Cultura

I musei sono macchine da soldi? Tre luoghi comuni da sfatare

Oggi vogliamo sfatare alcuni luoghi comuni sui musei e sulla loro gestione:

1. Musei = macchine per soldi

Primo mito da smontare: i musei non sono macchine per soldi, non potranno mai essere autosufficienti o tanto meno fare profitti perché non sono imprese commerciali. Il loro capitale sono le collezioni, l’edificio e il personale; i ricavi sono i servizi agli utenti, in altre parole la cultura. Le entrate del Louvre, il museo più visitato al mondo, coprono appena la metà dei costi annuali messi a bilancio. Il Metropolitan Museum of Art di New York, malgrado i suoi 7 milioni di visitatori e i tanti mecenati e sponsor, ha annunciato nel 2016 un deficit di circa 40 milioni di dollari su una spesa annua di 332 milioni. Uno Stato moderno e civile promuove la cultura dei suoi cittadini attraverso la creazione e la gestione dei musei, mettendone il costo in conto alla fiscalità generale.

2. Molti visitatori = successo della cultura

Sulla stampa impazza il tormentone: perché nella classifica dei 10 musei più visitati al mondo non compare un nostro museo? Il paragone è inaccettabile, tanto più che i nostri musei sono tra i più visitati al mondo, anche se non tra i primi 10. I visitatori dei nostri 4.976 musei sono in costante aumento (gli ultimi dati Istat risalgono al 2015 e attestano 110 milioni di visitatori annui). In Germania i musei sono 6.710 e totalizzano pochi milioni di visitatori in più (totale 114 milioni), In Francia i musei sono invece 1.250 e totalizzano 63,5 milioni di visitatori. Quindi non stiamo messi così male come vorrebbero farci credere. Il problema vero, che affligge l’Italia come tutti i Paesi europei, è che i visitatori si concentrano sempre nei soliti musei, disertando quelli meno noti. Il 52% dei visitatori si concentrano infatti in tre regioni: Lazio (22,3%), Toscana (20,6%) e Campania (9,2%). Lo stesso accade in Francia e in Germania, dove Parigi e Berlino fanno gli assi piglia tutto. Il risultato è che certi musei sono ormai infrequentabili, presi d’assalto da folle schiamazzanti che rendono impossibile emozionarsi davanti ai capolavori esposti, mentre altri languano in solitudine. Forse varrebbe la pena riflettere se il nostro patrimonio culturale sia da “consumare” o debba invece avere una funzione più alta e nobile.

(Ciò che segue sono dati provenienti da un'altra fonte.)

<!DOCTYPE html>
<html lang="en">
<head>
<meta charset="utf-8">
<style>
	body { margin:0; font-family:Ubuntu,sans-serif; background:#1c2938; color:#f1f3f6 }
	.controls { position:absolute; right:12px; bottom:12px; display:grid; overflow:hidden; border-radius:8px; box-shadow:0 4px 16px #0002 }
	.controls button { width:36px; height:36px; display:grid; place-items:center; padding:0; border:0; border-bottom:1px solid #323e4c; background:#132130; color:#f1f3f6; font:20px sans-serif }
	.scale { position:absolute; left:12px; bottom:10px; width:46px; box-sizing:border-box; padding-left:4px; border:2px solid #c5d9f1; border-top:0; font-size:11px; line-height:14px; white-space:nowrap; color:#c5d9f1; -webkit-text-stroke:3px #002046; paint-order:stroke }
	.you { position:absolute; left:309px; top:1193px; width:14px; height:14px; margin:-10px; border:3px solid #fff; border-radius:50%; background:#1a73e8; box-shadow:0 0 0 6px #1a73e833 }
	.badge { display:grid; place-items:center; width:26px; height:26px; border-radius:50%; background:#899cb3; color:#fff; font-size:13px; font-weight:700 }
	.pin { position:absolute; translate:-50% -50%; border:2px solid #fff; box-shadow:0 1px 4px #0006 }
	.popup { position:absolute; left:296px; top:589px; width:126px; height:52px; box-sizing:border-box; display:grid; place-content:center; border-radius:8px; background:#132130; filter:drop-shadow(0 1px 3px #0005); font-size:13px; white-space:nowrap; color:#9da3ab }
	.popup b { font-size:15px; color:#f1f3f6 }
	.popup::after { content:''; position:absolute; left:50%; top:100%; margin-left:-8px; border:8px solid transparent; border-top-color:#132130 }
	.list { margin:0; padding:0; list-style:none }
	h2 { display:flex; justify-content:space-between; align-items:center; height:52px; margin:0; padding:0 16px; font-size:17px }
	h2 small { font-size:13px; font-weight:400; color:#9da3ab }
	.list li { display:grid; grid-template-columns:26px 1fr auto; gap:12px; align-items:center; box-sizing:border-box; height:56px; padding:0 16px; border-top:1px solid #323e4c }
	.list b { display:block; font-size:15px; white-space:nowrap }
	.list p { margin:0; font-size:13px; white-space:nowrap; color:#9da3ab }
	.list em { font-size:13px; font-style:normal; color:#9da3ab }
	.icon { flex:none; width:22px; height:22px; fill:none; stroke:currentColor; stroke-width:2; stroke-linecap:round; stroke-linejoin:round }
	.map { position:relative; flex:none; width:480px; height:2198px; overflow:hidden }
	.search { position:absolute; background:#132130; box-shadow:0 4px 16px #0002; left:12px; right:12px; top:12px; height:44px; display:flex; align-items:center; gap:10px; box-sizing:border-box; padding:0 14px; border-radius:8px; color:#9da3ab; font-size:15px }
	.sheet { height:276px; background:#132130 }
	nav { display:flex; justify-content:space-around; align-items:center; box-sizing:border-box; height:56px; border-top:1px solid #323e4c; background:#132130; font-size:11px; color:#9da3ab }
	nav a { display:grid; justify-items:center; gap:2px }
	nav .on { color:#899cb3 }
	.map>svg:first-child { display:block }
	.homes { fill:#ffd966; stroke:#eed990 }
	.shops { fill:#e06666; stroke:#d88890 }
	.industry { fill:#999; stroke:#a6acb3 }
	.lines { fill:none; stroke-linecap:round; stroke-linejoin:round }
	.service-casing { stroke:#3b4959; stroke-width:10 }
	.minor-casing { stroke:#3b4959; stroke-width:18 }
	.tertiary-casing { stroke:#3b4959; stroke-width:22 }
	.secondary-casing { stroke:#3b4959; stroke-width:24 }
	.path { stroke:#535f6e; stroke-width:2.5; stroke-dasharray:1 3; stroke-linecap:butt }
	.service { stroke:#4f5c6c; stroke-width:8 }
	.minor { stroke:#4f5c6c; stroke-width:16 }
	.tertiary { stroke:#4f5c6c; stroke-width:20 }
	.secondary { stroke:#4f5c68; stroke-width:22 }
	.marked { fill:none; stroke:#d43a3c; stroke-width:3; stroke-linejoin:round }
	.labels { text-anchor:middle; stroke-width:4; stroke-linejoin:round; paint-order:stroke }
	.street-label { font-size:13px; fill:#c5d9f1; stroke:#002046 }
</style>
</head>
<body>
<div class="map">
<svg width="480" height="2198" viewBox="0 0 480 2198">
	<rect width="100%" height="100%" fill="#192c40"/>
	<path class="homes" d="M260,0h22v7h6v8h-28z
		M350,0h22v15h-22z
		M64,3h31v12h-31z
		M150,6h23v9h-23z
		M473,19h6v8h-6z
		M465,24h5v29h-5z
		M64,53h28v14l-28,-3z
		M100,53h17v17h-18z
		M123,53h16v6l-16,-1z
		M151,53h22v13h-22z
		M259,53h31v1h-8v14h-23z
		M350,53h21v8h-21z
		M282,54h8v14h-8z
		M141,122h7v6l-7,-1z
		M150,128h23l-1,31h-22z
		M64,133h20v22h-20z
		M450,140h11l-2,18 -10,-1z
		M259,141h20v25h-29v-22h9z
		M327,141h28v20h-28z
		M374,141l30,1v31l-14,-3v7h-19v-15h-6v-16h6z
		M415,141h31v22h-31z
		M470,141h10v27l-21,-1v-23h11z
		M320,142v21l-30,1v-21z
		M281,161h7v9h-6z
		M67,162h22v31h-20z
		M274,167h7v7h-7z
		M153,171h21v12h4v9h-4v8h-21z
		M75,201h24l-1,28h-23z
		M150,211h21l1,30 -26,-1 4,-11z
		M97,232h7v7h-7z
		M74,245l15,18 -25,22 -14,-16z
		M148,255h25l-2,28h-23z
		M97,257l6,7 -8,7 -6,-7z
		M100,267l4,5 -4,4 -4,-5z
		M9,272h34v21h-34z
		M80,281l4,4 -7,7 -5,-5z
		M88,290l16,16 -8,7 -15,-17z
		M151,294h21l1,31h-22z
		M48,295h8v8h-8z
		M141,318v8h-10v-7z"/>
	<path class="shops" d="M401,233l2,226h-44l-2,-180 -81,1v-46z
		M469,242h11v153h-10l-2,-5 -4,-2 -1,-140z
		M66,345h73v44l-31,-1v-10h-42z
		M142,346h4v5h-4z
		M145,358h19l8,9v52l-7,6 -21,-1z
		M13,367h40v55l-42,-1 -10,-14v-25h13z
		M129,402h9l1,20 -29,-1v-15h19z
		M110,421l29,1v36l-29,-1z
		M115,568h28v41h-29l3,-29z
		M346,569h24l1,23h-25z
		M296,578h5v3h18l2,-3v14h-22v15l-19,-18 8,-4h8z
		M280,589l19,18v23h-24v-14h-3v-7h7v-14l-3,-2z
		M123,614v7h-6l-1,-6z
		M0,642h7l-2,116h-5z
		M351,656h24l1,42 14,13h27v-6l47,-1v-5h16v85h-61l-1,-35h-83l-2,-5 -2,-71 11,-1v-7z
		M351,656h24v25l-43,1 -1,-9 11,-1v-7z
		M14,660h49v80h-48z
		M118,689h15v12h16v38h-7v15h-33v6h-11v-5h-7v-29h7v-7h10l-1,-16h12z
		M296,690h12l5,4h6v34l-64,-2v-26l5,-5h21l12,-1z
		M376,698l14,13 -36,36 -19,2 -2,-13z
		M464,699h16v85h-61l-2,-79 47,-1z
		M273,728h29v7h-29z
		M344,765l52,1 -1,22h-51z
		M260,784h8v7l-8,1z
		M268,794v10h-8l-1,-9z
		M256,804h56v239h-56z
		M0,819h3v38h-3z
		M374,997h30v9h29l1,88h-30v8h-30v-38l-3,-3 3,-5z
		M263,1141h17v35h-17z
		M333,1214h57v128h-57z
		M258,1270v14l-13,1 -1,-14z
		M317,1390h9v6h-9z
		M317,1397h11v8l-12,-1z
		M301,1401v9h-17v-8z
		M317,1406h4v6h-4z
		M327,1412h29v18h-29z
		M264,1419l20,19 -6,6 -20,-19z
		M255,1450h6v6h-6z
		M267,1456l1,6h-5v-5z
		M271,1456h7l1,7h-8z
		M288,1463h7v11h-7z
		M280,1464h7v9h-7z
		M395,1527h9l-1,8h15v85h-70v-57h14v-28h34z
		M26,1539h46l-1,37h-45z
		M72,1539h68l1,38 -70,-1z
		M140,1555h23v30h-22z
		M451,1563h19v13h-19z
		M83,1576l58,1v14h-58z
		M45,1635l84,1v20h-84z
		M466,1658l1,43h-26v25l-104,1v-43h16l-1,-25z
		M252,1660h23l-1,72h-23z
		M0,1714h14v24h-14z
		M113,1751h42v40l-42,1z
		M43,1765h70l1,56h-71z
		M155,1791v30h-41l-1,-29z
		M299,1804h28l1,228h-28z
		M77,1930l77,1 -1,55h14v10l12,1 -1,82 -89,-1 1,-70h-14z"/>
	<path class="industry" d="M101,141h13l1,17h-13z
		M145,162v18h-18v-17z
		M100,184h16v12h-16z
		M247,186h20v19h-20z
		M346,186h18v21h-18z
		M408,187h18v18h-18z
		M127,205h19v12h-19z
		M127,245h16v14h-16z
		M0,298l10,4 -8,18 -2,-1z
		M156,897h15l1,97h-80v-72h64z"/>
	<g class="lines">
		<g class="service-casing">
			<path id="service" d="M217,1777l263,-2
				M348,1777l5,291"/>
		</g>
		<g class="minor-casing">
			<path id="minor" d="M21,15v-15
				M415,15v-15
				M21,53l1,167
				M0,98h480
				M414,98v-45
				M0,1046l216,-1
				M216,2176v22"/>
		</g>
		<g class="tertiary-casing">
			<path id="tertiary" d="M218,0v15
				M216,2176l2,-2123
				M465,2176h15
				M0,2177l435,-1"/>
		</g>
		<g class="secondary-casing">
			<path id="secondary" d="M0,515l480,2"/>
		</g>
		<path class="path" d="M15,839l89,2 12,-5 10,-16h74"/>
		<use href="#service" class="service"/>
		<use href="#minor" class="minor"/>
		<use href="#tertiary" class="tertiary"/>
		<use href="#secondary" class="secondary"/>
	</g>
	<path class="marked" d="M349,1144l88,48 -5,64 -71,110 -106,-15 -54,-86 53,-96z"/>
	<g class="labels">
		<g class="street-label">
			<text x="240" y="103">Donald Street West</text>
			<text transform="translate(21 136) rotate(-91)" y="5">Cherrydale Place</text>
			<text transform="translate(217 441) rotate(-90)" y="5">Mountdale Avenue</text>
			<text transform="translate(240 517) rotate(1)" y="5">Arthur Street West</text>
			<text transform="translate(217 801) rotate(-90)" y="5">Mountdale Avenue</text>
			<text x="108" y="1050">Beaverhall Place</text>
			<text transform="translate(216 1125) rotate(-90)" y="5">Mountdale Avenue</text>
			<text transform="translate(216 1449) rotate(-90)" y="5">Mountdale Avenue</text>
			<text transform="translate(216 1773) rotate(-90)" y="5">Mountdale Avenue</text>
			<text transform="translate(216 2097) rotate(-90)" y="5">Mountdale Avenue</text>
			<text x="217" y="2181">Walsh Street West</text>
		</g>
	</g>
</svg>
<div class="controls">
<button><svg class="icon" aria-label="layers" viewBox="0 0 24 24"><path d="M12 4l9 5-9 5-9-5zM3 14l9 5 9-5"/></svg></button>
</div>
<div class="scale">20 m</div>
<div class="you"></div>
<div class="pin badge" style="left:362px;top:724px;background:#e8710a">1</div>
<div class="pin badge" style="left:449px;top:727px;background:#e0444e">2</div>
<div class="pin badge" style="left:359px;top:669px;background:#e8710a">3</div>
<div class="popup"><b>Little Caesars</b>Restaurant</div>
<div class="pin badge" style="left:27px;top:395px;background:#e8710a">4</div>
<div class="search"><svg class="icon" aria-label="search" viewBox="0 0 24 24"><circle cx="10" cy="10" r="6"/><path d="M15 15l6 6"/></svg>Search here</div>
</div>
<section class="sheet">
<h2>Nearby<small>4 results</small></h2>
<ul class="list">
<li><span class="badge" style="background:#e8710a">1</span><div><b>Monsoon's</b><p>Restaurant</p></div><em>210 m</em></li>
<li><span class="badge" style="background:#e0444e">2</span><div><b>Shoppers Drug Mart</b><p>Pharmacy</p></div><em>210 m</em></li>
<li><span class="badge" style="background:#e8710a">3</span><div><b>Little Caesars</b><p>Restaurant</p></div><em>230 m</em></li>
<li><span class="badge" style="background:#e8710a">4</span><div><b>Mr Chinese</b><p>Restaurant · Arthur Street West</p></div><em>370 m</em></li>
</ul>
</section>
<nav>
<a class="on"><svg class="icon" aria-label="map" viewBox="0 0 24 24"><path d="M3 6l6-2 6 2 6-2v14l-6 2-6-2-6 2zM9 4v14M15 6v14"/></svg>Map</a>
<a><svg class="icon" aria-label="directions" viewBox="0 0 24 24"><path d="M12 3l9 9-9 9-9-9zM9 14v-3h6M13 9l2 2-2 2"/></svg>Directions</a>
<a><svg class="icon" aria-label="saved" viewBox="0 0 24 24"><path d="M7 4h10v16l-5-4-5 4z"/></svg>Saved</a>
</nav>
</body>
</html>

3. Depositi museali = miniera di guadagni

Per fortuna è vietato per legge vendere le collezioni custodite negli scantinati dei musei e quindi questa perniciosa idea di sfruttare i depositi per pagare i nostri debiti correnti è del tutto velleitaria. I depositi dei musei sono luoghi di ricerca e studio, come gli archivi e le biblioteche. Consentono di preservare meglio le opere rispetto a quelle esposte; anche quando custodiscono opere di seconda scelta offrono un panorama del contesto in cui sono nate le opere di prima qualità e costituiscono nel loro insieme un documento storico importantissimo. Vendere opere è molto rischioso: infatti sull’onda di una moda si può ritenere un autore secondario per poi vederlo “scoperto” e rivalutato da qualche altro museo, oppure ritrovarsi ad aver alienato un quadro di autore sconosciuto e poi scoprire che invece era opera di un maestro famosissimo. Ma, più importante ancora, nei depositi del musei vengono fatte le scoperte più interessanti, come per esempio i papiri di Ercolano, che grazie alle nuove tecniche ai raggi X sono stati decifrati, consentendo di ampliare le nostre conoscenze.

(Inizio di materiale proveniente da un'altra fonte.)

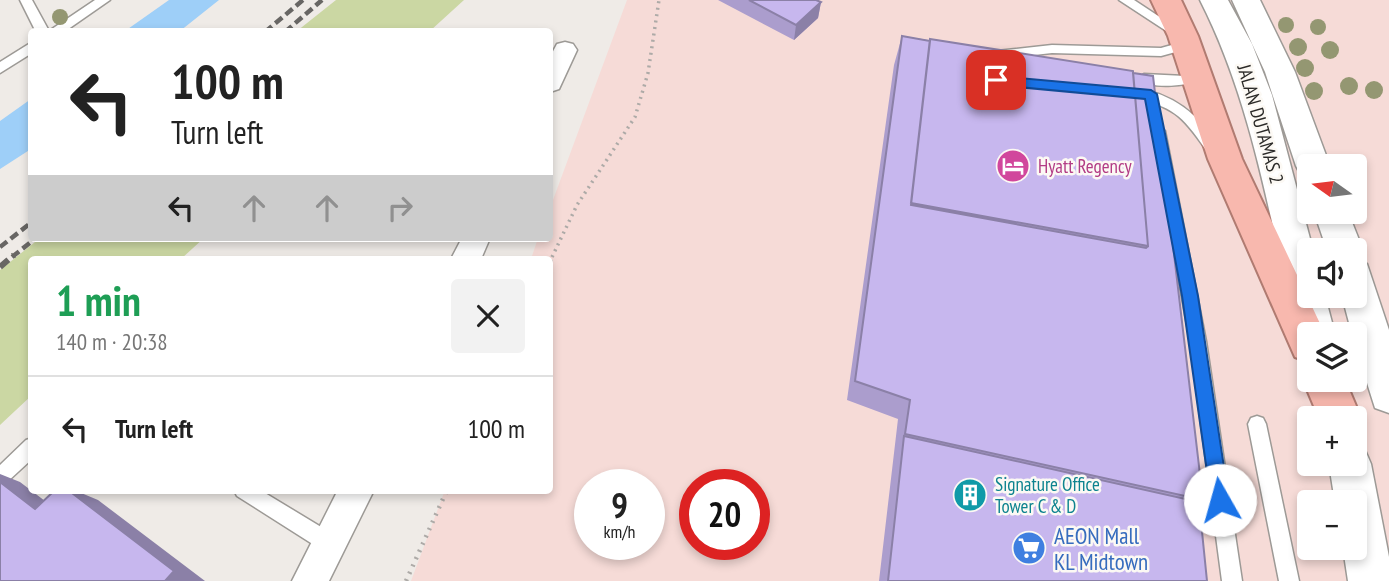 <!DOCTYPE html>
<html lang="en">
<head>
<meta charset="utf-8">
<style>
	body { margin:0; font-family:"PT Sans Narrow",sans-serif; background:#f2f2f2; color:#222; height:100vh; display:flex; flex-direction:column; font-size:26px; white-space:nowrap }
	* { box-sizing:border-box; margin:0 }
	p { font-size:23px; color:#767676 }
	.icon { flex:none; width:38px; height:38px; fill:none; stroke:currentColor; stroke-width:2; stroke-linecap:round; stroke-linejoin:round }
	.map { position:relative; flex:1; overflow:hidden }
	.sheet { position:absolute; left:28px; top:256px; width:525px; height:238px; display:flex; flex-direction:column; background:#fff; border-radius:7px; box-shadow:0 4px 10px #0003 }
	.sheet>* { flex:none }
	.banner { position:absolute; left:28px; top:28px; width:525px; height:214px; border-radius:7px; box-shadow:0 4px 10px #0003; background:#fff; color:#222; overflow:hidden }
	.needle { width:46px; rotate:284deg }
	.controls { position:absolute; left:1297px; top:154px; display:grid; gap:14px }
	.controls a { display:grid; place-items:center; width:70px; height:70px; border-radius:7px; background:#fff; box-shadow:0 4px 10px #0003; font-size:35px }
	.speed { position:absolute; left:574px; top:469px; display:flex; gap:14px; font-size:35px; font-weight:700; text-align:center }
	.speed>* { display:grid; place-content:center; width:91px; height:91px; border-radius:50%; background:#fff; box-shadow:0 4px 10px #0003; line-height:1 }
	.speed small { font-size:18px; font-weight:400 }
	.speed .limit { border:10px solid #d22; background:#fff; color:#111 }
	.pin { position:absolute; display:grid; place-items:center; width:60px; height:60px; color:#fff; margin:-30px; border-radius:14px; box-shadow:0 4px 10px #0006 }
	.me { position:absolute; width:77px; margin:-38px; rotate:353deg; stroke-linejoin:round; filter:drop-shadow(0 0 5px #0008) }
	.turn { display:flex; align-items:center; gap:24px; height:147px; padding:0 28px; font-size:32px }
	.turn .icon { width:91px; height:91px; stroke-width:2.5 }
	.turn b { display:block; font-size:49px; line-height:60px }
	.lanes { display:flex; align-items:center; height:66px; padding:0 28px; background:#0003; justify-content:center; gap:35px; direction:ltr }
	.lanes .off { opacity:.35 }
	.round { display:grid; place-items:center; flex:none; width:74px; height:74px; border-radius:7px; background:#f2f2f2 }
	.summary { display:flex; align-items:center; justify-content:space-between; height:119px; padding:0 28px }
	h1 { font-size:42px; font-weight:700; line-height:52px; color:#1e9e55 }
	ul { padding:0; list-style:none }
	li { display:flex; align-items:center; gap:21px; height:105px; padding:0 28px; border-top:2px solid #e0e0e0 }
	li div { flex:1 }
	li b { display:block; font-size:26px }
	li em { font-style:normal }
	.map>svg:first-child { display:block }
	.commercial { fill:#f6dbd7; fill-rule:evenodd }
	.green { fill:#cbd7a3 }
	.water { fill:#9ecff8 }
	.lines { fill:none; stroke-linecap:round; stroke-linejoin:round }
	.service-casing { stroke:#9d9a96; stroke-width:3 }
	.minor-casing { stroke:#9d9a96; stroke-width:3 }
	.tertiary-casing { stroke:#9d9a96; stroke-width:3 }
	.trunk-casing { stroke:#b07b71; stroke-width:4 }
	.path-far1 { stroke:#adaaa7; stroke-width:3.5; stroke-dasharray:2 4.5; stroke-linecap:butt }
	.path { stroke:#adaaa7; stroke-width:4.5; stroke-dasharray:2 6; stroke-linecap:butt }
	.service { fill:#fff; fill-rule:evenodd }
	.minor { fill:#fff; fill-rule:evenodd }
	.tertiary { fill:#fff; fill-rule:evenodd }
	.trunk { fill:#f8b8ae; fill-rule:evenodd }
	.rail-far1 { stroke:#686664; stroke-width:4.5; stroke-dasharray:9 4.5; stroke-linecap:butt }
	.rail { stroke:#686664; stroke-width:6; stroke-dasharray:11 6; stroke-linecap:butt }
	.tree { fill:#949772 }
	.wall { fill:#ab9dcd }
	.shaded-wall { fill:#8b80a7 }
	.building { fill:#c7b7ee; stroke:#8b80a7; stroke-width:2 }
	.route { fill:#1a73e8; stroke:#114b97; stroke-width:2 }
	.labels { text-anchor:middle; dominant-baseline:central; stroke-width:5; stroke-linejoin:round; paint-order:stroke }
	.street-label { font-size:19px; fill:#2b2a28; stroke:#fcf9f4 }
	.hotel-label { font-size:19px; fill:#b23c85; stroke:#fcf9f4; text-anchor:start }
	.culture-label { font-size:19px; fill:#0d838f; stroke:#fcf9f4; text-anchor:start }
	.near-shop-label { font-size:23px; fill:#366cbe; stroke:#fcf9f4; text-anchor:start }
</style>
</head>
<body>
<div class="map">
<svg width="1389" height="581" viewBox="0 0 1389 581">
	<rect width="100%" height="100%" fill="#efebe7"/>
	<path class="commercial" d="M627 0H1389V581H411L445 490H550V259H531L538 238H550V208ZM1309 166H1354V212H1309ZM1309 250H1354V296H1309ZM1309 334H1354V380H1309ZM1309 418H1354V464H1309ZM590 485H649V544H590ZM695 485H754V544H695ZM1309 502H1354V548H1309Z"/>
	<path class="green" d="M336 0H464L430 31H297Z
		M40 238H204L181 259H32L31 396 0 425V270Z"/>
	<path class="water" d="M169 0H219L180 31H125Z
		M31 99V149L0 169V121Z"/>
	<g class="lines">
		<defs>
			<path id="service" d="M20 0H32L49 31 95 0H110L64 32H36Z
				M1119 0H1134L1187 35 1181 39 1177 38Z
				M1186 41 1190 42V48L1161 56 1052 53 997 59 991 55 997 51 1052 45 1161 48Z
				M32 42V53L0 73V62Z
				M1196 71 1201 73V79C1188 87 1148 89 1137 79L1144 74 1185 76Z
				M1136 88C1173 94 1199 114 1218 146L1216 150H1206C1181 113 1173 108 1131 96L1129 93Z
				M1158 126 1165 131 1206 341 1242 581H1222L1190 341 1151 131Z
				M1257 416 1263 418 1266 424 1299 581H1279L1248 424 1251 418Z
				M32 438V459L6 483 0 486V465L26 440Z
				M234 490H260L336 536 338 543 336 550 329 552 322 550 237 496Z"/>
			<path id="minor" d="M565 42 573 44 577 50 559 89 550 92V57L557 44Z
				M462 238H490L481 259H451Z
				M338 490H374L329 581H292Z"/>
			<path id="tertiary" d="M1200 0H1228L1252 44 1272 95 1313 250H1309V296H1325L1335 334H1309V348L1303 346 1297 334C1270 221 1253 104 1200 0Z
				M1232 0H1260L1295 72 1330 166H1309V177L1301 175 1296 166 1265 72Z
				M1314 212H1348L1363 250 1357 261 1367 264 1389 330V413L1375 408 1354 342V334H1352L1342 296H1354V250H1327Z
				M1354 445 1365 450 1371 464 1389 557V581H1348L1343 548H1354V502H1335L1329 464H1354Z"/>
			<path id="trunk" d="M1151 0H1181L1198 36 1242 159 1325 334H1309V362L1295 357 1208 159 1168 36Z
				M1309 368V380H1345L1356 406 1351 418H1319L1303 380Z"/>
		</defs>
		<use href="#service" class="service-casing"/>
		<use href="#minor" class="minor-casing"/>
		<use href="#tertiary" class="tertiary-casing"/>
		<use href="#trunk" class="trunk-casing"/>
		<path class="path-far1" d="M552 257 577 205 635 117 648 73 659 0"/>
		<path class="path" d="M550 261 553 255
			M406 581 447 490"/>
		<use href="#service" class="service"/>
		<use href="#minor" class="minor"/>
		<use href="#tertiary" class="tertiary"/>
		<use href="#trunk" class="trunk"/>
		<path class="rail-far1" d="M265 32 303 0
			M285 32 322 0
			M0 247 32 222
			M12 257 36 238"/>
		<path class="rail" d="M0 267 14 255"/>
	</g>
	<g class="tree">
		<circle cx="60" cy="17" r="8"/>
		<circle cx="1286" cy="25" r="8"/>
		<circle cx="1318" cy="27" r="8"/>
		<circle cx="1298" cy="47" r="9"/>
		<circle cx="1330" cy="50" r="9"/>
		<circle cx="1305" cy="68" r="9"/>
		<circle cx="1349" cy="86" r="9"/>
		<circle cx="1374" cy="90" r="9"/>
		<circle cx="1314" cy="91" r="9"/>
	</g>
	<path class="wall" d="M718 0H816L821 2 818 18 794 40Z
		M902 36 1133 71 1203 500 1199 502 1207 581H879L898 419 847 400 894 65Z"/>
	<path class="shaded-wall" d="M821 2 818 18 794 40 796 25Z
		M0 474 20 482 74 523 35 509 0 482Z
		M68 490H74L98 500 205 581H165Z"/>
	<path class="building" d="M749 0H816L821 2 796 25Z
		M902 36 930 41 911 205 1146 248 1148 246 1133 73 1153 76 1203 500 905 434 910 400 855 381Z
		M930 39 1133 71 1148 246 911 203Z
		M904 436 1199 502 1207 581H888Z
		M0 482 35 509 55 490H68L174 571 165 581H0Z"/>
	<path class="route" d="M996 76 1151 90 1157 94 1198 296 1229 500 1226 507 1220 510 1213 507 1211 500 1182 296 1145 99 996 85 989 80Z"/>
	<defs>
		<symbol id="hotel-disc" viewBox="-11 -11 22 22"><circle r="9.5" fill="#d1479c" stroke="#fcf9f4"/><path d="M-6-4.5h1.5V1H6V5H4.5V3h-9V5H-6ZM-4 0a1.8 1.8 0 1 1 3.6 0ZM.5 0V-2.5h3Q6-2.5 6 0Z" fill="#fff"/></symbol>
		<symbol id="building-disc" viewBox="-11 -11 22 22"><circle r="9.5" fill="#0f9aa8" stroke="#fcf9f4"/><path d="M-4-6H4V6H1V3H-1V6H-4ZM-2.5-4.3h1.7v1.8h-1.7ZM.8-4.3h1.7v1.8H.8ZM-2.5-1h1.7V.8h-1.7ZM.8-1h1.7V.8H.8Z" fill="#fff"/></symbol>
		<symbol id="supermarket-disc" viewBox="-11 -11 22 22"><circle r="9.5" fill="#3f7fe0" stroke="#fcf9f4"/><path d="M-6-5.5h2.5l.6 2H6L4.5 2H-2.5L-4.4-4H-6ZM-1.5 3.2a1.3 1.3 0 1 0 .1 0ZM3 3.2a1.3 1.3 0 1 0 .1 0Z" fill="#fff"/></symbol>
	</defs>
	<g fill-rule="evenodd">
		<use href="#hotel-disc" x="994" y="147" width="38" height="38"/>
		<use href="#building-disc" x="951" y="476" width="38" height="38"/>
		<use href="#supermarket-disc" x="1010" y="529" width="38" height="38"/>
	</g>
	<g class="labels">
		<g class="street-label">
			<text transform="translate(1261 124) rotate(74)">JALAN DUTAMAS 2</text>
		</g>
		<g class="hotel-label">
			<text x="1038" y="166">Hyatt Regency</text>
		</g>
		<g class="culture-label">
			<text x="995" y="484">Signature Office<tspan x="995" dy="22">Tower C &amp; D</tspan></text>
		</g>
		<g class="near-shop-label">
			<text x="1054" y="535">AEON Mall<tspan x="1054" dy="26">KL Midtown</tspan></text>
		</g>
	</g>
</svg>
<div class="controls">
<a><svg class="needle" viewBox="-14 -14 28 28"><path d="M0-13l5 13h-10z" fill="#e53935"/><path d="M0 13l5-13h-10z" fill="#767676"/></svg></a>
<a><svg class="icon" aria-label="sound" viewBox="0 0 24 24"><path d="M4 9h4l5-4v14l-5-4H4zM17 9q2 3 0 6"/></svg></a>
<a><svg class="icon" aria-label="layers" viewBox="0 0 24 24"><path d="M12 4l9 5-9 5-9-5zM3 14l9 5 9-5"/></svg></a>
<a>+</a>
<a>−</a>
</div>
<div class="speed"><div>9<small>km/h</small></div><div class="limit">20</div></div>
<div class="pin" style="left:996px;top:80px;background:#d93025"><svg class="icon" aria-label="arrive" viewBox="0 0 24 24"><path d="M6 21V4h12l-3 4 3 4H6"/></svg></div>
<svg class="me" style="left:1220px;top:500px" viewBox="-20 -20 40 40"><circle r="19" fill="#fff"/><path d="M0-13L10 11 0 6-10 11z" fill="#1a73e8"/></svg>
<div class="banner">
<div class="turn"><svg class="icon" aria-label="left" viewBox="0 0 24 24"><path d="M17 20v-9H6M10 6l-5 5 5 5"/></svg><div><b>100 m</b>Turn left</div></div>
<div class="lanes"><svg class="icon" aria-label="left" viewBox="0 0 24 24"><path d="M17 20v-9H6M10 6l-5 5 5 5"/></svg><svg class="icon off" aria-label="ahead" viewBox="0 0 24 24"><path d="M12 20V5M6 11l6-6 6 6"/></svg><svg class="icon off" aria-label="ahead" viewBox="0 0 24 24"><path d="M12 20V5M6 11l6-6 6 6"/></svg><svg class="icon off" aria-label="right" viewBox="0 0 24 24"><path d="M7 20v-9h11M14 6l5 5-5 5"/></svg></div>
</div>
<section class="sheet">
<div class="summary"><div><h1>1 min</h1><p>140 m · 20:38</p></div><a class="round"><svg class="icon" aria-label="close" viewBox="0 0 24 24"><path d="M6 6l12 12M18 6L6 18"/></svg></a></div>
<ul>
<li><svg class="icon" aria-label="left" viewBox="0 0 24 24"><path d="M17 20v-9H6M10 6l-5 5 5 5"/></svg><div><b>Turn left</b></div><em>100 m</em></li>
</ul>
</section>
</div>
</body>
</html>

In conclusione ci sono più di quattromila musei in Italia: invitiamo i lettori a visitare soprattutto quelli meno noti, come per esempio il Museo della Civiltà Romana dell’Eur, che conserva la Forma Urbis, oppure la Galleria Nazionale dell’Umbria di Perugia, che offre ai suoi visitatori alcuni tra i più bei capolavori del Perugino. Senza dimenticare i tanti musei e siti archeologici dei capoluoghi di provincia, che possono ancora offrire ai visitatori intraprendenti quel silenzio e quella calma essenziali per godere delle opere esposte.